→ Instructions to follow: All records are to be restated exactly, each line as it reads.

→ Source records:

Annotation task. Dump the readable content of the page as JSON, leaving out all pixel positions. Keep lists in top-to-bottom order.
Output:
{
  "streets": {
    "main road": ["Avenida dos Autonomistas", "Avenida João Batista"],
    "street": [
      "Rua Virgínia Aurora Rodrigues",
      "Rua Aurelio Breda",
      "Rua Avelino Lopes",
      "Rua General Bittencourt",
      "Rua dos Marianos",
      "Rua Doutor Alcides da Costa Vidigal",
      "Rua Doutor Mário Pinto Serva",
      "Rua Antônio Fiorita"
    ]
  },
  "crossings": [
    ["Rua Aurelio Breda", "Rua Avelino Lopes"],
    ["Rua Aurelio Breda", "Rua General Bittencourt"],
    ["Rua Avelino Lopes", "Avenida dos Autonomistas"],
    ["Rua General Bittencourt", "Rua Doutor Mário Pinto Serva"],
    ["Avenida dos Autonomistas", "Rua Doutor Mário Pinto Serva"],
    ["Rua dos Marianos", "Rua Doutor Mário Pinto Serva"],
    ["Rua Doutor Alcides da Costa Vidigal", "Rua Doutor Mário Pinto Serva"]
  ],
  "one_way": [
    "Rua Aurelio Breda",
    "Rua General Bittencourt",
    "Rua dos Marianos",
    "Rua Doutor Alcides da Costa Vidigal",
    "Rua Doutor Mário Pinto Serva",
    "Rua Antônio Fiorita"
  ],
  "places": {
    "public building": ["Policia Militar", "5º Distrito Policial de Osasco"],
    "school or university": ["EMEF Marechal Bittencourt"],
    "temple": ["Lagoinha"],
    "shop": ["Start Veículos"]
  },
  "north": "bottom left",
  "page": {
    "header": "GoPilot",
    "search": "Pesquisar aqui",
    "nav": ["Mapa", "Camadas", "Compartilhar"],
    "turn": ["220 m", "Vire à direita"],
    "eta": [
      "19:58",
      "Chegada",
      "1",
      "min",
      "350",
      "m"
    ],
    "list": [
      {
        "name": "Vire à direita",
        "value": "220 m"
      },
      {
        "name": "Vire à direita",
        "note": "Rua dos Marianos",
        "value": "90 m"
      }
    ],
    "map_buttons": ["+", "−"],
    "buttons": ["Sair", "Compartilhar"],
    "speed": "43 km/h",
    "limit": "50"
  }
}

→ Expected answer:
Annotation task. Dump the readable content of the page as JSON, leaving out all pixel positions. Keep lists in top-to-bottom order.
Output:
{
  "streets": {
    "main road": ["Avenida dos Autonomistas", "Avenida João Batista"],
    "street": [
      "Rua Virgínia Aurora Rodrigues",
      "Rua Aurelio Breda",
      "Rua Avelino Lopes",
      "Rua General Bittencourt",
      "Rua dos Marianos",
      "Rua Doutor Alcides da Costa Vidigal",
      "Rua Doutor Mário Pinto Serva",
      "Rua Antônio Fiorita"
    ]
  },
  "crossings": [
    ["Rua Aurelio Breda", "Rua Avelino Lopes"],
    ["Rua Aurelio Breda", "Rua General Bittencourt"],
    ["Rua Avelino Lopes", "Avenida dos Autonomistas"],
    ["Rua General Bittencourt", "Rua Doutor Mário Pinto Serva"],
    ["Avenida dos Autonomistas", "Rua Doutor Mário Pinto Serva"],
    ["Rua dos Marianos", "Rua Doutor Mário Pinto Serva"],
    ["Rua Doutor Alcides da Costa Vidigal", "Rua Doutor Mário Pinto Serva"]
  ],
  "one_way": [
    "Rua Aurelio Breda",
    "Rua General Bittencourt",
    "Rua dos Marianos",
    "Rua Doutor Alcides da Costa Vidigal",
    "Rua Doutor Mário Pinto Serva",
    "Rua Antônio Fiorita"
  ],
  "places": {
    "public building": ["Policia Militar", "5º Distrito Policial de Osasco"],
    "school or university": ["EMEF Marechal Bittencourt"],
    "temple": ["Lagoinha"],
    "shop": ["Start Veículos"]
  },
  "north": "bottom left",
  "page": {
    "header": "GoPilot",
    "search": "Pesquisar aqui",
    "nav": ["Mapa", "Camadas", "Compartilhar"],
    "turn": ["220 m", "Vire à direita"],
    "eta": [
      "19:58",
      "Chegada",
      "1",
      "min",
      "350",
      "m"
    ],
    "list": [
      {
        "name": "Vire à direita",
        "value": "220 m"
      },
      {
        "name": "Vire à direita",
        "note": "Rua dos Marianos",
        "value": "90 m"
      }
    ],
    "map_buttons": ["+", "−"],
    "buttons": ["Sair", "Compartilhar"],
    "speed": "43 km/h",
    "limit": "50"
  }
}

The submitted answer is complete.